И, странное дело, я как-то вдруг охладел к своим тетрадкам, к уродливо нарисованным картинкам адских ужасов. Пусть смутное, еще не осознанное, но очень стойкое ощущение поворота всей жизненной колеи прилепилось ко мне неотвязно. За этим поворотом тягучие троестишия великого итальянца и черные, мрачные гравюры Густава Доре оказывались ненужными, ничего не говорящими. Прошлым летом, в чердачной полутьме, меня поразила необыкновенность, я удивился, оторопел перед невиданным. «На полпути земного бытия…» Лев и пантера, крадущиеся по следу заблудшего путника… Мрачная ладья костлявого старика… Чернота острых скал и каменных сводов…
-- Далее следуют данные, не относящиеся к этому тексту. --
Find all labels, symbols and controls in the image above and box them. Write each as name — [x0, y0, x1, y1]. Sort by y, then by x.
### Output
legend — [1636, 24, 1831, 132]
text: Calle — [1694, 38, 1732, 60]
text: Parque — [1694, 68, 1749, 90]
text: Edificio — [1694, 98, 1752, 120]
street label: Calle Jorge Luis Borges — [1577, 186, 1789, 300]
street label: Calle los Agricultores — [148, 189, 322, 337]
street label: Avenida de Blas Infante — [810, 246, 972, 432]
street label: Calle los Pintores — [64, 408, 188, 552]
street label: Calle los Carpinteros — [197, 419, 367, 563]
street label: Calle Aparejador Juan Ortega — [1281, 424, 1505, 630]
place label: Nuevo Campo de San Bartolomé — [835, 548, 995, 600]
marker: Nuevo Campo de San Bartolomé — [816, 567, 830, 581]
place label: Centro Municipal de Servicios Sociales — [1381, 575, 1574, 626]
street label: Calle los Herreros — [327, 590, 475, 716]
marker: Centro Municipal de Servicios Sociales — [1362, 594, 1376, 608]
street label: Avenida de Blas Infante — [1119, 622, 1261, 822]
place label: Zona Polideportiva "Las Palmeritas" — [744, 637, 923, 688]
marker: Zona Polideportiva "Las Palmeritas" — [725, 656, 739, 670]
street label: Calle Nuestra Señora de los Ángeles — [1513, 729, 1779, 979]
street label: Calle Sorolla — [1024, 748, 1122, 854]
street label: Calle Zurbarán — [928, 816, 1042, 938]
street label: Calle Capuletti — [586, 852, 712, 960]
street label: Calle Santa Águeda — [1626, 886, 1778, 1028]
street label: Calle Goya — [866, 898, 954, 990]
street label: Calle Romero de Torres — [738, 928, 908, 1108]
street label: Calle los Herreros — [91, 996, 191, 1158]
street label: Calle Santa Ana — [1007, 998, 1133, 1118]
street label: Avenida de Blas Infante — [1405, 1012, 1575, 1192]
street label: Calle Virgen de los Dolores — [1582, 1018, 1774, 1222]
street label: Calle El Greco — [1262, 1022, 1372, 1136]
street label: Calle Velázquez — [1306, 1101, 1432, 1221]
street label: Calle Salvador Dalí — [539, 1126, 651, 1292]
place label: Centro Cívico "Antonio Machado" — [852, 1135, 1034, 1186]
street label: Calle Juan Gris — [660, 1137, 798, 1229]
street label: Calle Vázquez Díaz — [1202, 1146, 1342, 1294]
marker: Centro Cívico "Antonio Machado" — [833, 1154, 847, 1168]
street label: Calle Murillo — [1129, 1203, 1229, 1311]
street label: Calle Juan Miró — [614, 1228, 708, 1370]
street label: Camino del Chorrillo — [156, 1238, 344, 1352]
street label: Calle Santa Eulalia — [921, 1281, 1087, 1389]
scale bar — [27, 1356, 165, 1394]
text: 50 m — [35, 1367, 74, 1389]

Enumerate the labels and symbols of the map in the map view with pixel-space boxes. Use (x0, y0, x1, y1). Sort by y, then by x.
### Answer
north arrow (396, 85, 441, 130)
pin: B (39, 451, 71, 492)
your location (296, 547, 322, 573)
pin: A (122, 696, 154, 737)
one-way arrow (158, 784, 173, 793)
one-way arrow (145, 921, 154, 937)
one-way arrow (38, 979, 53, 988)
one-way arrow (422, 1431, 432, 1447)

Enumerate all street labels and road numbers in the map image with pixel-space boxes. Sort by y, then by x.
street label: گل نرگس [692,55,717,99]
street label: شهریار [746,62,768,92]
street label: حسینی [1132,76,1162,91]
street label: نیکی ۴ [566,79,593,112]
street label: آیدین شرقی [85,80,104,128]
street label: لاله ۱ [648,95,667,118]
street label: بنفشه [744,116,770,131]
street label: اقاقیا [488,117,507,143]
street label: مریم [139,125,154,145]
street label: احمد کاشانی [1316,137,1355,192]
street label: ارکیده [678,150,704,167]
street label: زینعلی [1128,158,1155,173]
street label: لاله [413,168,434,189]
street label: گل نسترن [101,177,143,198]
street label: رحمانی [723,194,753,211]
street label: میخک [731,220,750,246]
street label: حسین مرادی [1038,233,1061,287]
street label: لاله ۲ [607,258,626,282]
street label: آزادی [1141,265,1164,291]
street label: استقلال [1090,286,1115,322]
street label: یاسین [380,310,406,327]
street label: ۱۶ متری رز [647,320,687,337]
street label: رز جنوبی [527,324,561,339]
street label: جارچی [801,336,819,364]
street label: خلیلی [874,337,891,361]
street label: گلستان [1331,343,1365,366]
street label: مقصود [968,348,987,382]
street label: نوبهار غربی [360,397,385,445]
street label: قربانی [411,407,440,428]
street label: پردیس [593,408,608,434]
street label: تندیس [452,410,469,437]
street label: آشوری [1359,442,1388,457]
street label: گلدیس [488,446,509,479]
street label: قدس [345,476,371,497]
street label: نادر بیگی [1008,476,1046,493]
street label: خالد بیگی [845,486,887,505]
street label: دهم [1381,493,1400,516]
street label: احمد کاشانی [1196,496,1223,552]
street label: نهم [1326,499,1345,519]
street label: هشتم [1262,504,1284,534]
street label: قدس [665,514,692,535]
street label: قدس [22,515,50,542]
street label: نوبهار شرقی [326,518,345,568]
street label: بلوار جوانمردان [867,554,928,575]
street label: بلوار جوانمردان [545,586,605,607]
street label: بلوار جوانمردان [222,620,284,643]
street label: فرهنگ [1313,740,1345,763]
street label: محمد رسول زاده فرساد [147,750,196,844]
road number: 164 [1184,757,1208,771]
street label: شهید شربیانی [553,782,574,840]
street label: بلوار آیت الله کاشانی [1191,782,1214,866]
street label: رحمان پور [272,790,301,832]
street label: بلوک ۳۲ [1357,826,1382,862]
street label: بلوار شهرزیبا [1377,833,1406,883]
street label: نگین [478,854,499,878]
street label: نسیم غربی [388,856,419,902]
Но что я видел, что слышал до того, как открыл дне эти ужасные книги? Ровно ничего. Бабушкины россказни, сычевский автомобиль, каменистый двор, Маргарита, Нат-Пинкертоны, скука гимназических уроков. И вдруг – неожиданное, чудесное: стрельба на улице, грузовики с вооруженными людьми, драгуны, офицер, воровато прячущийся в подворотню, – это в городе; а в деревне – солдатские шинели, предкомбеда Андрюша с винтовкой, удивительные списки… Тут начинался поворот, и за поворотом, в другом, новом мире, пачкотня моя адская была решительно не нужна. А списки? Списки оказывались не только нужными, но и необходимыми. Гимназист Фришман и дедушка Яков Петрович указали потаенную дверь в волшебство, и я тайно возмечтал вдруг сделаться художником, стихотворцем. Нынче волшебство это как-то отдалилось, заветные тетрадки валялись под столом (на столе расположились списки), однако страсть к художеству, как я сейчас понимаю, все-таки, очевидно, оставалась при мне: я вкладывал ее всю в каллиграфическую красоту начертания скучного перечня лиц, «кои имеют удовольствие»…
Но вот наступило время, когда все нужные волисполкому сведения была даны, все списки представлены, и писарские мои занятия прекратились.
Тогда вдруг нежданно-негаданно пожаловал к нам крестный мой Иван Дмитрич, теперь уже бывший полковник.